In the data, find the word "Lubānas" and copy out every line that has it.

Records from a collection:
☆ ☆ ☆
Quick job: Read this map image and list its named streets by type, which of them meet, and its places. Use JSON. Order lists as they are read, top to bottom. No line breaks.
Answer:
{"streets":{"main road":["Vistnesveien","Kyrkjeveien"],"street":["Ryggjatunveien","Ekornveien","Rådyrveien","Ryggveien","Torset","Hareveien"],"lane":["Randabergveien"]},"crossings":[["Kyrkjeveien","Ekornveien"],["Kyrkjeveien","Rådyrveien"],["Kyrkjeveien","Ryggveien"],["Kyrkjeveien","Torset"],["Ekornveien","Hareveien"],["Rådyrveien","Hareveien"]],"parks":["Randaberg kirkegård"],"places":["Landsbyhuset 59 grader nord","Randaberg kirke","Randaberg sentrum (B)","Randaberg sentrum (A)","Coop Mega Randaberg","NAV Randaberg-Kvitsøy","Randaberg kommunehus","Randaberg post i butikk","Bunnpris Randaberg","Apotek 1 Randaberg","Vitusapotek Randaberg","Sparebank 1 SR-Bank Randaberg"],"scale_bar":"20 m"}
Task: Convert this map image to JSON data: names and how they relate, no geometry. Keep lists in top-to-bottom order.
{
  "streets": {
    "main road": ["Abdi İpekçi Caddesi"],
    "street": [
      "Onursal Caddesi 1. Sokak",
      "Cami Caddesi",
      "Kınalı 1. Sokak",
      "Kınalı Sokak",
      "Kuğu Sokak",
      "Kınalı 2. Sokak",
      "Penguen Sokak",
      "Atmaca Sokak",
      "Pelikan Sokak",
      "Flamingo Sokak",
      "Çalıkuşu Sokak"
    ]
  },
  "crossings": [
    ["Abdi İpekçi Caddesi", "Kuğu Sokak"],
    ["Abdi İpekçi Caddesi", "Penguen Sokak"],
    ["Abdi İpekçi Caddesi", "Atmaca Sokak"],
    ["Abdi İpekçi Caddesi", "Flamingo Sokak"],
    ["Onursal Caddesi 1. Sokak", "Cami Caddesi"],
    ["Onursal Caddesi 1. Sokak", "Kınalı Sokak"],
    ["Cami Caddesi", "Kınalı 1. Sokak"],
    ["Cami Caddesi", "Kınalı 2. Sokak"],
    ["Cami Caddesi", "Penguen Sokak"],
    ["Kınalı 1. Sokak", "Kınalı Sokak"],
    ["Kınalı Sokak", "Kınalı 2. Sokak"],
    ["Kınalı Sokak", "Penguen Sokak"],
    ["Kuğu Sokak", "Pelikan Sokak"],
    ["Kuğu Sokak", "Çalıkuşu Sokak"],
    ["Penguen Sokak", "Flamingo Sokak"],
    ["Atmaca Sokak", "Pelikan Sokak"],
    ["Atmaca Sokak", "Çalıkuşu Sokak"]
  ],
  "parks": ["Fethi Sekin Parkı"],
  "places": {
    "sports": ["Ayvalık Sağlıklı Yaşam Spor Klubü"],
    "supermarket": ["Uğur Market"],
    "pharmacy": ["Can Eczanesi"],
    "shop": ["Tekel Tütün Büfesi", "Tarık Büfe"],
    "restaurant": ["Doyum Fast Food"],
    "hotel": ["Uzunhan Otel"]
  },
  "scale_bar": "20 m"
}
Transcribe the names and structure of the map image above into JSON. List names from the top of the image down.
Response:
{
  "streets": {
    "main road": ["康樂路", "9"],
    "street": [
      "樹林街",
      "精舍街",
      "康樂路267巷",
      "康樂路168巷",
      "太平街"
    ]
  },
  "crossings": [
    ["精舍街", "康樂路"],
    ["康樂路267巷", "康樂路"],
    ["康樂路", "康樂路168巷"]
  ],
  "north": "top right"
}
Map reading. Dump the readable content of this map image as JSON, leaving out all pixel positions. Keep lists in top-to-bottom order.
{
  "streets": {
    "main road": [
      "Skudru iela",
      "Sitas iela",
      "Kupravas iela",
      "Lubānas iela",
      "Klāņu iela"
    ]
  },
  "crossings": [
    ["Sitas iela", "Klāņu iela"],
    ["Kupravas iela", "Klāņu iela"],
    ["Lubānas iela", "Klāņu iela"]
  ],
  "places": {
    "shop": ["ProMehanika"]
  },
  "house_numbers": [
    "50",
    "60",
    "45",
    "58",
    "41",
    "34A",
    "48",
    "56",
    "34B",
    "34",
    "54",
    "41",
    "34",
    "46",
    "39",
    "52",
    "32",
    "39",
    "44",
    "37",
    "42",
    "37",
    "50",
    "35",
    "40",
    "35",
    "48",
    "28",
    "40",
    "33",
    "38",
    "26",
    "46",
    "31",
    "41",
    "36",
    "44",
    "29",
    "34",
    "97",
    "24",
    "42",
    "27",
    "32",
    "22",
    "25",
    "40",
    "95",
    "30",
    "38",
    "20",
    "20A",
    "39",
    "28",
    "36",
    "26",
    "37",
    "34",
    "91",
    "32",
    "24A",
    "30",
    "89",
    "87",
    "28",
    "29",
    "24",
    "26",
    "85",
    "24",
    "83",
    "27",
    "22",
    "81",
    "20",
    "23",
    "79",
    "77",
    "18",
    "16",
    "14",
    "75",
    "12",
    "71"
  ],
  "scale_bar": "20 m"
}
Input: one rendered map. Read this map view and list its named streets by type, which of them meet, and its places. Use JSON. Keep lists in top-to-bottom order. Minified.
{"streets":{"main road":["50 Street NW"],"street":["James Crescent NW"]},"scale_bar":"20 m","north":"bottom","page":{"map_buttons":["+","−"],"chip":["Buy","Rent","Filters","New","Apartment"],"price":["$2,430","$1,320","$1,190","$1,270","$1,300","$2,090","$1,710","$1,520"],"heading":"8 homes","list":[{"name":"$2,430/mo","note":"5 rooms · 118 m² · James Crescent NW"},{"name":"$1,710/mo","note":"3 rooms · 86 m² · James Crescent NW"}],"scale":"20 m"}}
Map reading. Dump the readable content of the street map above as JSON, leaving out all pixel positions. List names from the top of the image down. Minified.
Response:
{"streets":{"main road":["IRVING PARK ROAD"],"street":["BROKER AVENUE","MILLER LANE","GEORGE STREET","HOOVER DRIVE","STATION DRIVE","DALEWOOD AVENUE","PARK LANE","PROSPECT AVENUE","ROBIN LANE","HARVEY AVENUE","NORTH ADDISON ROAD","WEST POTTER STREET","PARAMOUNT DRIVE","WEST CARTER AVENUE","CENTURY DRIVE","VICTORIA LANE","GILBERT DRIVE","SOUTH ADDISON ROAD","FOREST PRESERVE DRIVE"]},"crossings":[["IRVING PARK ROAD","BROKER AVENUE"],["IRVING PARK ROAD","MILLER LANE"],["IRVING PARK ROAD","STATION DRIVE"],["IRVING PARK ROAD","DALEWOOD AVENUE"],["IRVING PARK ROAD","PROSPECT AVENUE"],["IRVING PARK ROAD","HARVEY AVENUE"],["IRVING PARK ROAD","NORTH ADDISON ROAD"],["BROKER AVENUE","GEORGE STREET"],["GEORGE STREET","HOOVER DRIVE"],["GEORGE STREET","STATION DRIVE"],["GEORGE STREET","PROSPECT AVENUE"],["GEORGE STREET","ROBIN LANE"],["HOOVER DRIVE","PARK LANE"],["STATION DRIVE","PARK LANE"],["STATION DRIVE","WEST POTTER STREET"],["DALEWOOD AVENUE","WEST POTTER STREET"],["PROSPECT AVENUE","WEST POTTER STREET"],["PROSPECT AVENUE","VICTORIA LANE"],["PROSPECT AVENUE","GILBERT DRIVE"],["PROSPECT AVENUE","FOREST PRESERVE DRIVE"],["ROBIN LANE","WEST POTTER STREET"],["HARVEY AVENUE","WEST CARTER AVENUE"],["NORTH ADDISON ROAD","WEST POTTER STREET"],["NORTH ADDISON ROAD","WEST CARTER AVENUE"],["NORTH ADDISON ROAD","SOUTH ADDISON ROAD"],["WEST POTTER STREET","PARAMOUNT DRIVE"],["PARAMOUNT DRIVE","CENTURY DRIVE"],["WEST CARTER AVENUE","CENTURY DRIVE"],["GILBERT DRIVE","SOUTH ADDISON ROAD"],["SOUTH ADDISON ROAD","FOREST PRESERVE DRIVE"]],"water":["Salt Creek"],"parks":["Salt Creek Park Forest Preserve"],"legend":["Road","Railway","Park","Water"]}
☆ ☆ ☆
TASK RESULT:
      "Lubānas iela",
    ["Lubānas iela", "Klāņu iela"]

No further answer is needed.